### PROBLEM TO WORK ON
Print all of the entries exactly, minus the pictures.

-- EXERCISE INPUT follows --

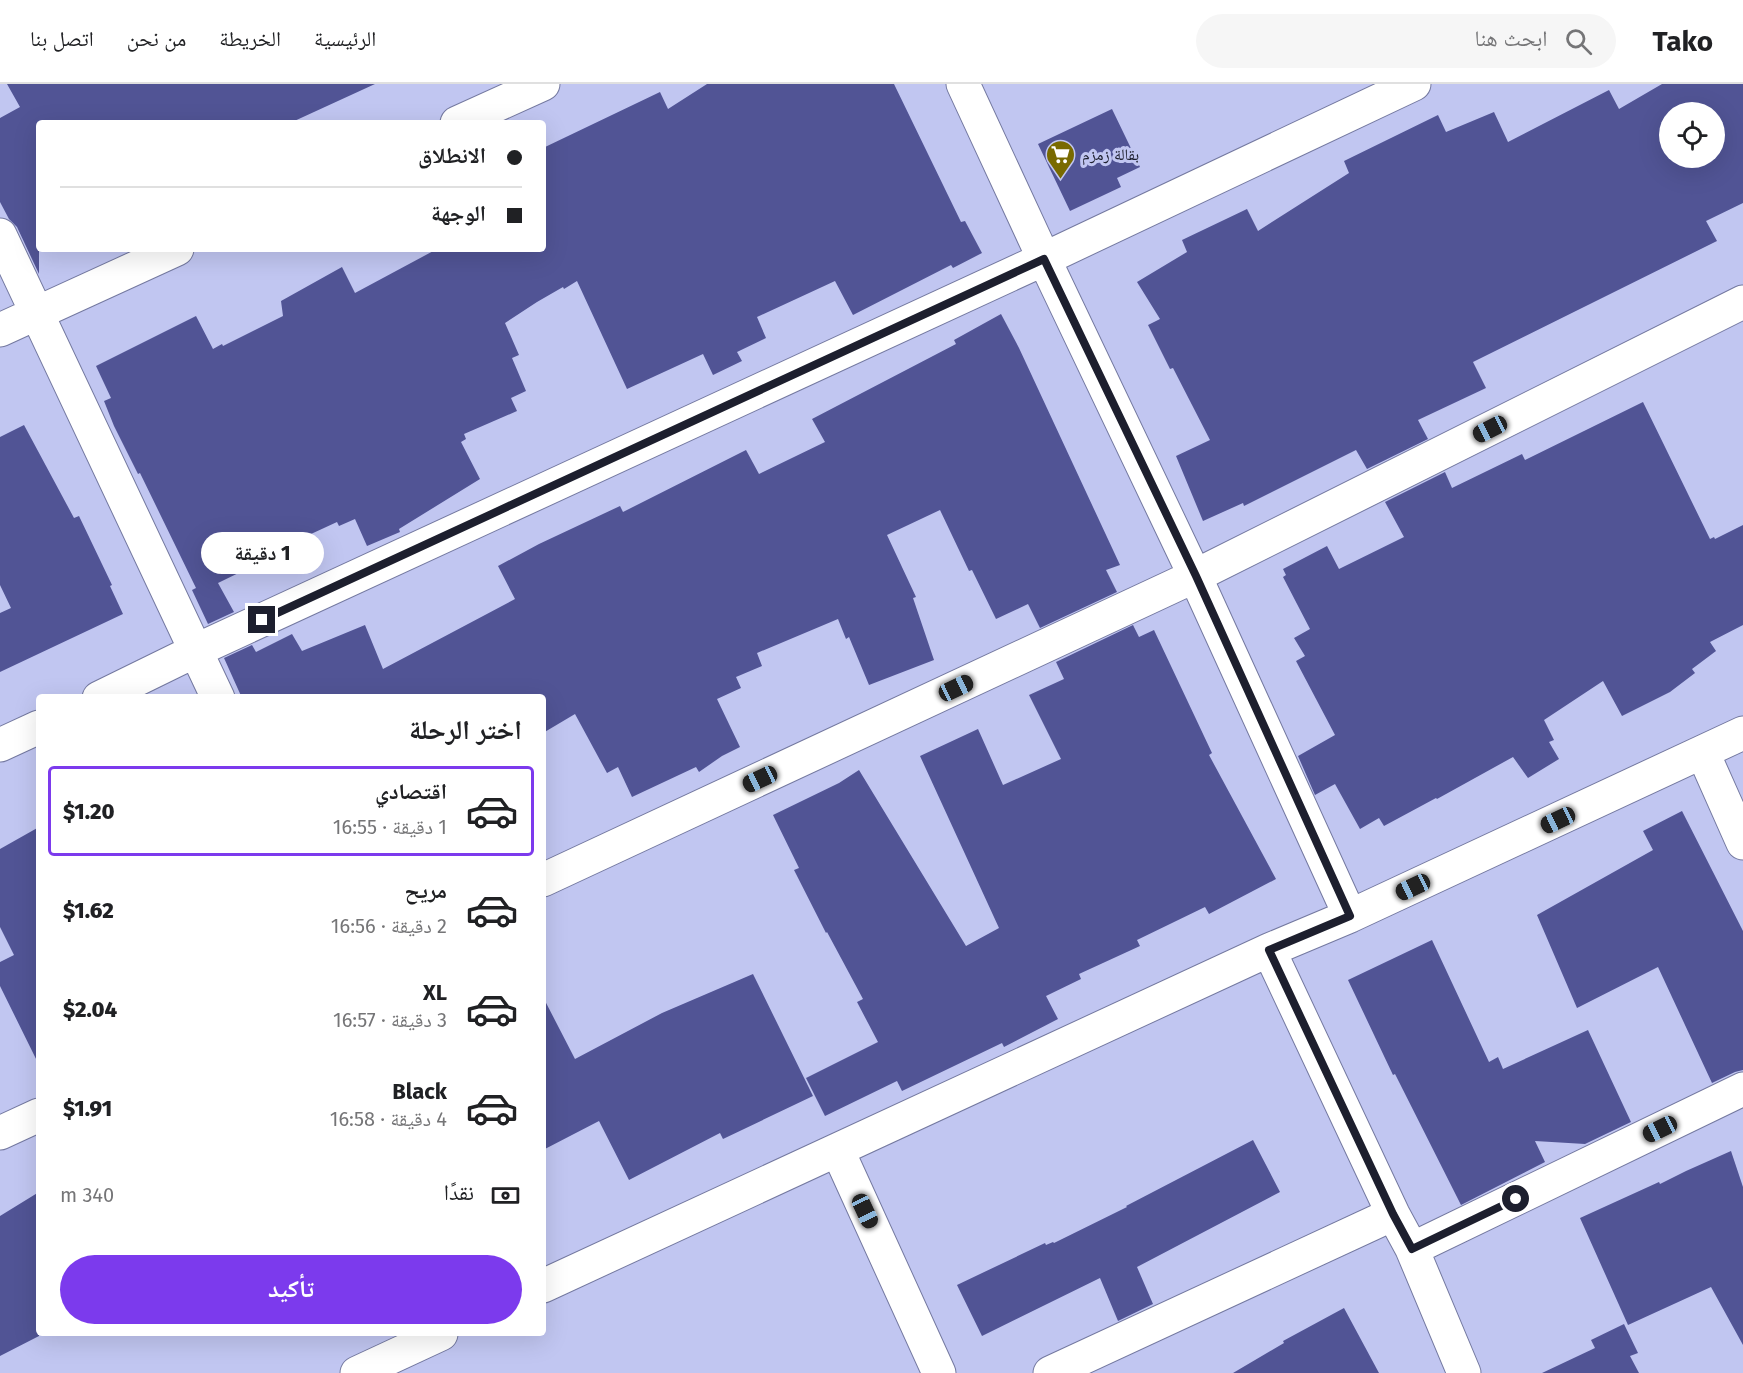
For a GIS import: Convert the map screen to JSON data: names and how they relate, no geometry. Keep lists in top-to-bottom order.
{
  "places": {
    "supermarket": ["بقالة زمزم"]
  },
  "page": {
    "header": "Tako",
    "search": "ابحث هنا",
    "nav": [
      "الرئيسية",
      "الخريطة",
      "من نحن",
      "اتصل بنا"
    ],
    "banner": ["الانطلاق", "الوجهة"],
    "bubble": "1 دقيقة",
    "heading": "اختر الرحلة",
    "list": [
      {
        "name": "اقتصادي",
        "note": "1 دقيقة · 16:55",
        "value": "$1.20"
      },
      {
        "name": "مريح",
        "note": "2 دقيقة · 16:56",
        "value": "$1.62"
      },
      {
        "name": "XL",
        "note": "3 دقيقة · 16:57",
        "value": "$2.04"
      },
      {
        "name": "Black",
        "note": "4 دقيقة · 16:58",
        "value": "$1.91"
      }
    ],
    "pay": ["نقدًا", "340 m"],
    "buttons": "تأكيد"
  }
}
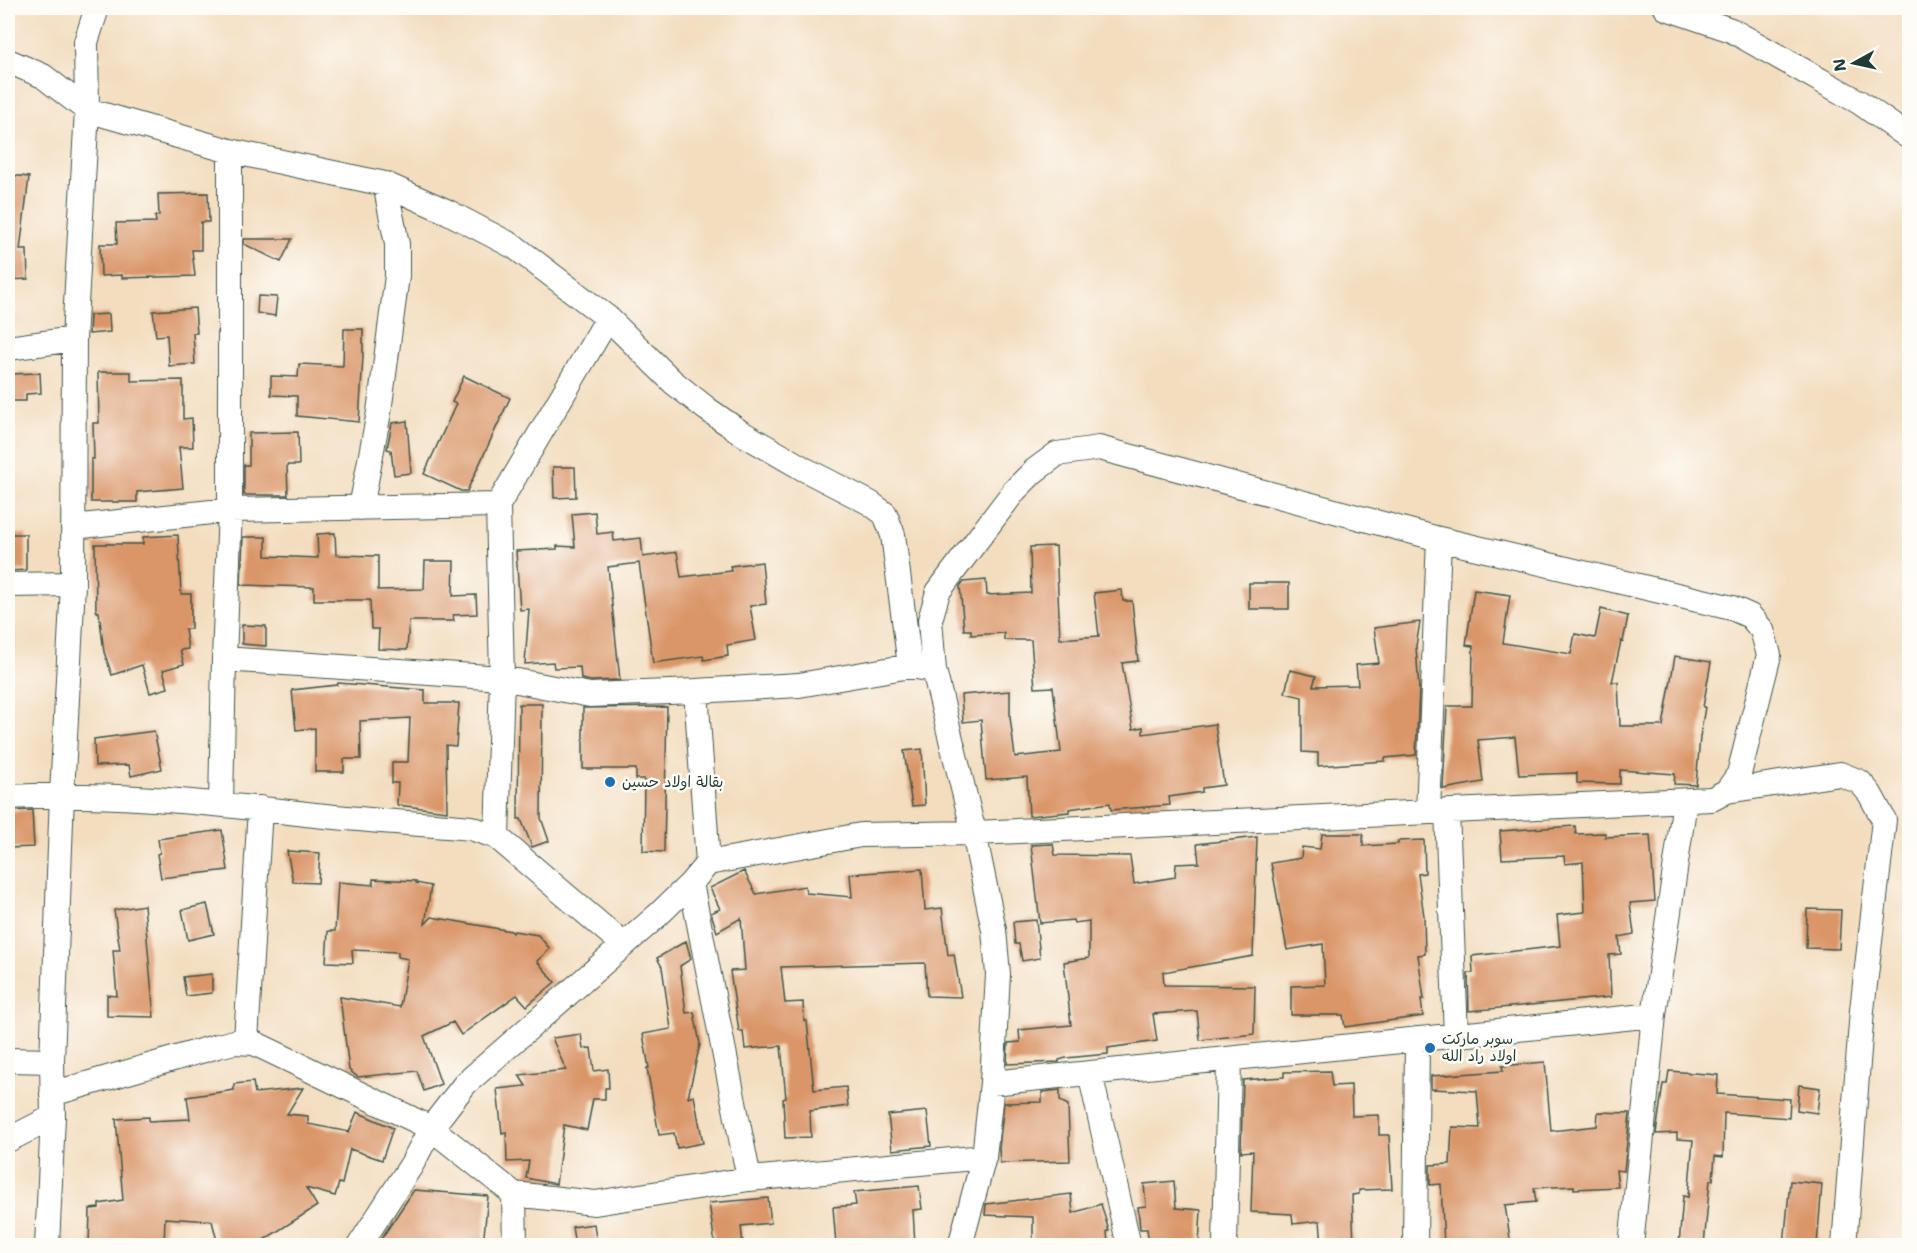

-- EXERCISE INPUT concluded --

### WRITTEN SOLUTION
For a GIS import: Convert the map screen to JSON data: names and how they relate, no geometry. Keep lists in top-to-bottom order.
{
  "places": {
    "supermarket": ["بقالة زمزم"]
  },
  "page": {
    "header": "Tako",
    "search": "ابحث هنا",
    "nav": [
      "الرئيسية",
      "الخريطة",
      "من نحن",
      "اتصل بنا"
    ],
    "banner": ["الانطلاق", "الوجهة"],
    "bubble": "1 دقيقة",
    "heading": "اختر الرحلة",
    "list": [
      {
        "name": "اقتصادي",
        "note": "1 دقيقة · 16:55",
        "value": "$1.20"
      },
      {
        "name": "مريح",
        "note": "2 دقيقة · 16:56",
        "value": "$1.62"
      },
      {
        "name": "XL",
        "note": "3 دقيقة · 16:57",
        "value": "$2.04"
      },
      {
        "name": "Black",
        "note": "4 دقيقة · 16:58",
        "value": "$1.91"
      }
    ],
    "pay": ["نقدًا", "340 m"],
    "buttons": "تأكيد"
  }
}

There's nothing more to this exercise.